Stored items from a collection:

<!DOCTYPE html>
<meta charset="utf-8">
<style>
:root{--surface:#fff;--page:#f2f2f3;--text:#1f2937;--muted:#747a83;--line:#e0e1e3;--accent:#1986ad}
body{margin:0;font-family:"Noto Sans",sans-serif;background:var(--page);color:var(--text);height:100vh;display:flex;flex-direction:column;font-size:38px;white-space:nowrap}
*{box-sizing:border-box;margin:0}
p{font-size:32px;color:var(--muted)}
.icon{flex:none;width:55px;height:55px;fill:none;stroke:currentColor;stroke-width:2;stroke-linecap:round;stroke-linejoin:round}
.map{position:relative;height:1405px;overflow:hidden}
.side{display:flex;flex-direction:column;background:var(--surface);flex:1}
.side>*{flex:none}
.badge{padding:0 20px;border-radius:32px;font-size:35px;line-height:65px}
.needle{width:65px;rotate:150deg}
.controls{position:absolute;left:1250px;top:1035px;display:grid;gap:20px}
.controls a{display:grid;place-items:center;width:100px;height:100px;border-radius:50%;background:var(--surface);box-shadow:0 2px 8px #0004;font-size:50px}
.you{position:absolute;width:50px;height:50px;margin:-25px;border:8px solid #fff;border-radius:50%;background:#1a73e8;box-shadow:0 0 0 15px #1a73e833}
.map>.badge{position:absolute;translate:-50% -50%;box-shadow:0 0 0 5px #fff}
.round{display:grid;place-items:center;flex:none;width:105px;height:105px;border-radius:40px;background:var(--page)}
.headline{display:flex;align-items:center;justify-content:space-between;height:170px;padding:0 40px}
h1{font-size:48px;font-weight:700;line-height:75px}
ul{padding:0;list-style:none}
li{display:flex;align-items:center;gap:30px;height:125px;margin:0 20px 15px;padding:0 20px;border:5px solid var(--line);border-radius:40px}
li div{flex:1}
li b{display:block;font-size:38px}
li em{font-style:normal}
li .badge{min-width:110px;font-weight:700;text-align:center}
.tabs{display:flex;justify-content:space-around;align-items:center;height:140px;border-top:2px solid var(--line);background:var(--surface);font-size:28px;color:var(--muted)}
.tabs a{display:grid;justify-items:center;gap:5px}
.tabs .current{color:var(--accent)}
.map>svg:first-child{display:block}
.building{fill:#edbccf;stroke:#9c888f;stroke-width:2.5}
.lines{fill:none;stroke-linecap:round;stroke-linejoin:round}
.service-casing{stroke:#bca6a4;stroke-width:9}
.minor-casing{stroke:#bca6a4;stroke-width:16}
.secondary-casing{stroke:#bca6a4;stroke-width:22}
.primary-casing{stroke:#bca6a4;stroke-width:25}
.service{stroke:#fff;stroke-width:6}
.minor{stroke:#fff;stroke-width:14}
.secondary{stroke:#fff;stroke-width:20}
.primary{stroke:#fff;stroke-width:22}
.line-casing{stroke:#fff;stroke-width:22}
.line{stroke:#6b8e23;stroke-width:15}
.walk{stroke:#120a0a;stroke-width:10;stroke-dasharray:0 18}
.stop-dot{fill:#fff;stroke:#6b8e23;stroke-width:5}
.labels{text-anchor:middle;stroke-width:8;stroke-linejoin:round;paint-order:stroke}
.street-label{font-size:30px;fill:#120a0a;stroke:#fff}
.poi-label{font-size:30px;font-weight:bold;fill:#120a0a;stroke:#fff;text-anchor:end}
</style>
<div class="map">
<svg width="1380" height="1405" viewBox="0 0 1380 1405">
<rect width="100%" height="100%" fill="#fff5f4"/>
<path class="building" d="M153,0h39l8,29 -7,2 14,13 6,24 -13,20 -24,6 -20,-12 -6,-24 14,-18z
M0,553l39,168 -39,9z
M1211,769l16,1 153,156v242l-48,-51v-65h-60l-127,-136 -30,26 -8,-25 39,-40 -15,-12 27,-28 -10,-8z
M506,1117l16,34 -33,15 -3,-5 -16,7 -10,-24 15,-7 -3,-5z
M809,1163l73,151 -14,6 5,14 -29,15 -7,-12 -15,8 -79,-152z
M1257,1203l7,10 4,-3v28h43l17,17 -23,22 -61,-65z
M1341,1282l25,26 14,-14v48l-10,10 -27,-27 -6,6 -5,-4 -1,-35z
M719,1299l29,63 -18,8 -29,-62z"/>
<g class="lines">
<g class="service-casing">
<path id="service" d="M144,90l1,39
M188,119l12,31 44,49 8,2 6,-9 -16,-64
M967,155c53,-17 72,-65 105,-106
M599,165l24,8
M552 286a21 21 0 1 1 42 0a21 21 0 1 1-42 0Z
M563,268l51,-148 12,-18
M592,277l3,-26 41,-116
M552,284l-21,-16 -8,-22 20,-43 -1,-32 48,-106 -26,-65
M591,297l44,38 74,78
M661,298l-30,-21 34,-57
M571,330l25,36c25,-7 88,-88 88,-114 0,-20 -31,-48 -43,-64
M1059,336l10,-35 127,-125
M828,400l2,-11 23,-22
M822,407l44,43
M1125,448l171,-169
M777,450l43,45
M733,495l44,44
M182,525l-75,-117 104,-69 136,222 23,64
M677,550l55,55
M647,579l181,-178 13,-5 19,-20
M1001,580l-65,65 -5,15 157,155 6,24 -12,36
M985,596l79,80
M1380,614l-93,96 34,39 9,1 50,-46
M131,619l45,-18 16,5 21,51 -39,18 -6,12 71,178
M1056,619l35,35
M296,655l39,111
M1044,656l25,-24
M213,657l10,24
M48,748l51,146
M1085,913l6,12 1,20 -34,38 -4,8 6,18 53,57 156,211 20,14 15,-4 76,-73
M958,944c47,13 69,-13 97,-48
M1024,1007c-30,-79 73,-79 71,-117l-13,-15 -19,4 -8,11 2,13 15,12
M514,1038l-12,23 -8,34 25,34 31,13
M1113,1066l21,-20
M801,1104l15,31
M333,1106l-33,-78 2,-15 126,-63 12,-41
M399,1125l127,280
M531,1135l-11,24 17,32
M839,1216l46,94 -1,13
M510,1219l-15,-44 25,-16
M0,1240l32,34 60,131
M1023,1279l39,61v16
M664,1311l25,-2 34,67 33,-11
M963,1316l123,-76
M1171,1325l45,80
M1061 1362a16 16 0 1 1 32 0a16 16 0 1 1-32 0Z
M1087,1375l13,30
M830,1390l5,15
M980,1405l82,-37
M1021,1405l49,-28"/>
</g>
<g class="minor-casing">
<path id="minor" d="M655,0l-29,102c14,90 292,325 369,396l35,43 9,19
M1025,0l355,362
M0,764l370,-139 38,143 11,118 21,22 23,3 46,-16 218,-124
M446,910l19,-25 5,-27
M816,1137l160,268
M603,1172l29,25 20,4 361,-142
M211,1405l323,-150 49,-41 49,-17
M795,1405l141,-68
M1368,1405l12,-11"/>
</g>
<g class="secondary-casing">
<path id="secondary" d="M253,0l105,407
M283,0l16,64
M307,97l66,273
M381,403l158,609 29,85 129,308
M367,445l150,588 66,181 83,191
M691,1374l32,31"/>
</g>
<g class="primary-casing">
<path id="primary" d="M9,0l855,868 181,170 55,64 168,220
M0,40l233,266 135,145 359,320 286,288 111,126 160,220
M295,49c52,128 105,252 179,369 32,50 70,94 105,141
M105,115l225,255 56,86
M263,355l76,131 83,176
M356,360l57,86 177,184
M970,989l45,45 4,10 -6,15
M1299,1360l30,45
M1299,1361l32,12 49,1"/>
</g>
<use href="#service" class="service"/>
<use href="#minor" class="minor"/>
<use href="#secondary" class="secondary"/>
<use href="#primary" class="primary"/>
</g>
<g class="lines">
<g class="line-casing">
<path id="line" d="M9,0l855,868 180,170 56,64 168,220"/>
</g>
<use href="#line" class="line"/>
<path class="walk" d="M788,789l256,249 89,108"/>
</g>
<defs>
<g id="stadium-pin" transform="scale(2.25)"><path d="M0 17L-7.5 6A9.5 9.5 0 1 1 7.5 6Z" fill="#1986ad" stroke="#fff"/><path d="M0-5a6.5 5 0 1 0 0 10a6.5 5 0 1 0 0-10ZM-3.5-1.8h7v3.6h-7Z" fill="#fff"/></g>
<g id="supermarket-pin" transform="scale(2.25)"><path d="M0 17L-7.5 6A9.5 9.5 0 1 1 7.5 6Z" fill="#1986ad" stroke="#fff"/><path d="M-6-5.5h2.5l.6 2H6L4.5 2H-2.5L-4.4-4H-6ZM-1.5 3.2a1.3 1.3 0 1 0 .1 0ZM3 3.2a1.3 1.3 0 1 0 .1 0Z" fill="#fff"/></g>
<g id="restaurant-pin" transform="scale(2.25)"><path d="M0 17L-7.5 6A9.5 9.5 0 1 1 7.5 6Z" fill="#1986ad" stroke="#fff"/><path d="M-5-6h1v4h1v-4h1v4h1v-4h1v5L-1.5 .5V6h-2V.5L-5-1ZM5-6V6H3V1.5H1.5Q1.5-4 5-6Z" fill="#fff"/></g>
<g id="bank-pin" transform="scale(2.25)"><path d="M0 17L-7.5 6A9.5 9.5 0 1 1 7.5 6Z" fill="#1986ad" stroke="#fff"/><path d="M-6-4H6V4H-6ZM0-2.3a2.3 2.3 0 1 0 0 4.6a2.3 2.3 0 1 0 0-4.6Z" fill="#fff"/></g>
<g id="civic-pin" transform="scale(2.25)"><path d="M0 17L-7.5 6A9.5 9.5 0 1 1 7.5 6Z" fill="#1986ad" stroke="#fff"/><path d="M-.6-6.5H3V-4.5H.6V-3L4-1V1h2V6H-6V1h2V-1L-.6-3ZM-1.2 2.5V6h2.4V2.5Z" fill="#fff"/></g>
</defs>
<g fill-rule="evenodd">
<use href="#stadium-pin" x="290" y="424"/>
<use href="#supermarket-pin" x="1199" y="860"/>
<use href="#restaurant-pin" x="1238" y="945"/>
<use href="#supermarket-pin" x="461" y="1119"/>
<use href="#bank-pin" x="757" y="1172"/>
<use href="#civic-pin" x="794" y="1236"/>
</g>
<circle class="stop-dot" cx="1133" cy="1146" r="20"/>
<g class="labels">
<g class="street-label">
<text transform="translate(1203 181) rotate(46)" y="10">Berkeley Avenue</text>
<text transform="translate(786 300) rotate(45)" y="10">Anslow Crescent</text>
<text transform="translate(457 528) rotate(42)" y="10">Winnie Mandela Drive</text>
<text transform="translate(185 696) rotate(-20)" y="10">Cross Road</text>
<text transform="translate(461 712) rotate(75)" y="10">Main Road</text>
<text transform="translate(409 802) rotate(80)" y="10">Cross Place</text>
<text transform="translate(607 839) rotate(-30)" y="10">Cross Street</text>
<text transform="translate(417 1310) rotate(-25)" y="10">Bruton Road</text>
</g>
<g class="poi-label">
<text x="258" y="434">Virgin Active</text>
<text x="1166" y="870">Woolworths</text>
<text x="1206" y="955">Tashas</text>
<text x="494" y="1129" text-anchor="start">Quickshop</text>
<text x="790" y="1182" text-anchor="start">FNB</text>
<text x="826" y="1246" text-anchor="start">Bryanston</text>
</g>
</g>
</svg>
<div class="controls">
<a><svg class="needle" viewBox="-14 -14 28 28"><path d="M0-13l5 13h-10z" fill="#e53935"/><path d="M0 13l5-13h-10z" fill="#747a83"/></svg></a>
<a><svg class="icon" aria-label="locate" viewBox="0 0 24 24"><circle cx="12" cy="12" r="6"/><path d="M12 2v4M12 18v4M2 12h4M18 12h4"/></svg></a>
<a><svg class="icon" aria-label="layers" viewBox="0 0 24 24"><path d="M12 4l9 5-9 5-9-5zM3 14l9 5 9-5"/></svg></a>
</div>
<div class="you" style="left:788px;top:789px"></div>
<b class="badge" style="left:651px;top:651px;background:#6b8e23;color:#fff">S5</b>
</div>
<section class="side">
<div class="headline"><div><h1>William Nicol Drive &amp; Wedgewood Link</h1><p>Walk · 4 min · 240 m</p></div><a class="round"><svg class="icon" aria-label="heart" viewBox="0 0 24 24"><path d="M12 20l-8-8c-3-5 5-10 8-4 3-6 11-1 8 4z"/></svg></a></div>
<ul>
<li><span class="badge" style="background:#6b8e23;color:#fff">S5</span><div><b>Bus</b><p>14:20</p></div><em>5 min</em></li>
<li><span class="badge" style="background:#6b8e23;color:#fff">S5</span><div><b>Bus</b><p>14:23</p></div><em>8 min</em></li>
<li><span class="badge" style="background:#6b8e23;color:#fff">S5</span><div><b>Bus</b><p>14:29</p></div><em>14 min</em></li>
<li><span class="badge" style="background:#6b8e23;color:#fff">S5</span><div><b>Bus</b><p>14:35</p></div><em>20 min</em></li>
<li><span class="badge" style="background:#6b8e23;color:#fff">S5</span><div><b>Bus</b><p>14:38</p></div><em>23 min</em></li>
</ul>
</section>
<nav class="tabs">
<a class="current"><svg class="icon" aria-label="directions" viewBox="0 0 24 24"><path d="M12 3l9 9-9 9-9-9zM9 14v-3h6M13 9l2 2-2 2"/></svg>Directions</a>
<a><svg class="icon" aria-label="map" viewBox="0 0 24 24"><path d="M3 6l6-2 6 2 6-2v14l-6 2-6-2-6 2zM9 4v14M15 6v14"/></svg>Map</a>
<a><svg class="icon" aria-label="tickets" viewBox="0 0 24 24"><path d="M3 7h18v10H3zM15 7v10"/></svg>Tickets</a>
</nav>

Work item → The answer should consist of every line above in which "column" appears.

Written solution →
body{margin:0;font-family:"Noto Sans",sans-serif;background:var(--page);color:var(--text);height:100vh;display:flex;flex-direction:column;font-size:38px;white-space:nowrap}
.side{display:flex;flex-direction:column;background:var(--surface);flex:1}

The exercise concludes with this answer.